The figure above compares the regressions of (A) on (B)
for the two subsamples, the N = 20 fixed for Oldh100 and the N = 51 fixed for
Oldh104. Sure enough, the regressions
are quite significantly different [9]. I
provisionally designated the (N = 20) snails fixed for Oldh100 as population
S6f, with f appended for “fat,”, and the (N = 51) snails fixed for Oldh104 as
population S6s, for “skinny.”
One of these populations must surely match Thomas Say’s
bona fide simplex from that “brook running through the salt water valley and
discharging into the Holstein River,” I should hope! But which one? And what might be the identity of the other
population? Tune in next time!
Notes
[2] I originally christened the phenomenon “Goodrichian
Taxon Shift” in February of 2007, focusing entirely upon freshwater snails. Stephen Jacquemin, Mark Pyron, and I
broadened the concept into “cryptic phenotypic plasticity” in a (2013) paper we
published in Hydrobiologia [PDF]. Most of the
(now 17) blog posts filed under “Phenotypic Plasticity” in the blog index at
right above touch upon the pervasive phenomenon of CPP in freshwater gastropod
shells. But see particularly:
[4] Thomas Say published four pleurocerid names in 1825:
simplex, proxima, subglobosa, and fluvialis.
There are eight older pleurocerid names in the literature: virginica
(Gmelin 1791), carinata (Brug. 1792), verrucosa (Say 1820), armigera (Say
1821), canaliculata (Say 1821), praerosa (Say 1821), catenaria (Say 1822), and
carinifera (Lam. 1822).
[5] Dillon, R.T. and G.M. Davis (1980) The Goniobasis of
southern Virginia and northwestern North Carolina: Genetic and shell
morphometric relationships. Malacologia 20: 83-98. [PDF]
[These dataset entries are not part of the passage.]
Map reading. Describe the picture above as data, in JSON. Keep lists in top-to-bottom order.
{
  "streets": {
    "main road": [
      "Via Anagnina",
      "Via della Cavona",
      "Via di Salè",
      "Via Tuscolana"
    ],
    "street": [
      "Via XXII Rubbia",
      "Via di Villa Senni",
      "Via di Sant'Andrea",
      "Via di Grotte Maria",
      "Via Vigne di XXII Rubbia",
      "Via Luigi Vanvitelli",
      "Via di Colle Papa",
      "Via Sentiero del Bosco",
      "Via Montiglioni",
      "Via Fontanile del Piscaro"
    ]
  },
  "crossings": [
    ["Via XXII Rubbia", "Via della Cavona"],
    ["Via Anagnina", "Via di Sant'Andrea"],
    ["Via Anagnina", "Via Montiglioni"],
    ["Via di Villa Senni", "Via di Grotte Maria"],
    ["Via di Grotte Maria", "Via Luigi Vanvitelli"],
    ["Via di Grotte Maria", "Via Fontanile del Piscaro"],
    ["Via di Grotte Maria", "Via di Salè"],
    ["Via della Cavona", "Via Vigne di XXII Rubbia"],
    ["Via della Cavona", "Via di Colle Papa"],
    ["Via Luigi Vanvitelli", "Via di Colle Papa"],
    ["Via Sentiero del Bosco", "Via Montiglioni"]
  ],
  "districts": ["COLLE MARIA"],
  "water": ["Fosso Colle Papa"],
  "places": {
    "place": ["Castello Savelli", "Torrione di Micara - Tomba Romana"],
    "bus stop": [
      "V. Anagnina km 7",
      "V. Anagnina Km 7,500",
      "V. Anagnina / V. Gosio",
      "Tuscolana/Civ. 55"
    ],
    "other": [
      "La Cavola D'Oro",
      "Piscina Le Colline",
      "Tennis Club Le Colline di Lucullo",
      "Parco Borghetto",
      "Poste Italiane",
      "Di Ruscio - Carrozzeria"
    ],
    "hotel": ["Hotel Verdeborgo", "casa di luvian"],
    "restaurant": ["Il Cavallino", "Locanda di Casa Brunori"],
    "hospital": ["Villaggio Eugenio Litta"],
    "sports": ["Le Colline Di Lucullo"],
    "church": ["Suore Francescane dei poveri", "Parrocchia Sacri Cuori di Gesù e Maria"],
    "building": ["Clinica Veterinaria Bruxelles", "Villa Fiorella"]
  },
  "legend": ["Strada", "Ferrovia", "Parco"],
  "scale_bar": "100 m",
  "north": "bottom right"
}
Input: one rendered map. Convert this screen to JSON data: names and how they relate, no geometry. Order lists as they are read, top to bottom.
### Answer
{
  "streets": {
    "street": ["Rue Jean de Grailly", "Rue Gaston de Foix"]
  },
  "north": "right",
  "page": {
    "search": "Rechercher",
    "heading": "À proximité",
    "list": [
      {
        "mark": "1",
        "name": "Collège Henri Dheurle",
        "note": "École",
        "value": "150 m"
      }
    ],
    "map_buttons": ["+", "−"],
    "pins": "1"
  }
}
[6] Dillon, R. T. & J. D. Robinson (2007a) The Goniobasis ("Elimia") of
southwest Virginia, I. Population
genetic survey. Report to the Virginia
Division of Game and Inland Fisheries.
25 pp. [PDF]
[7] Dillon, R. T. (2011)
Robust shell phenotype is a local response to stream size in the genus
Pleurocera (Rafinesque 1818). Malacologia 53: 265-277. [PDF] I featured these results in two blog posts:
Dillon & Robinson (2011) When Cometh Our
Reformation? Molecular typology meets
population genetics in the pleurocerid gastropod fauna of east Tennessee.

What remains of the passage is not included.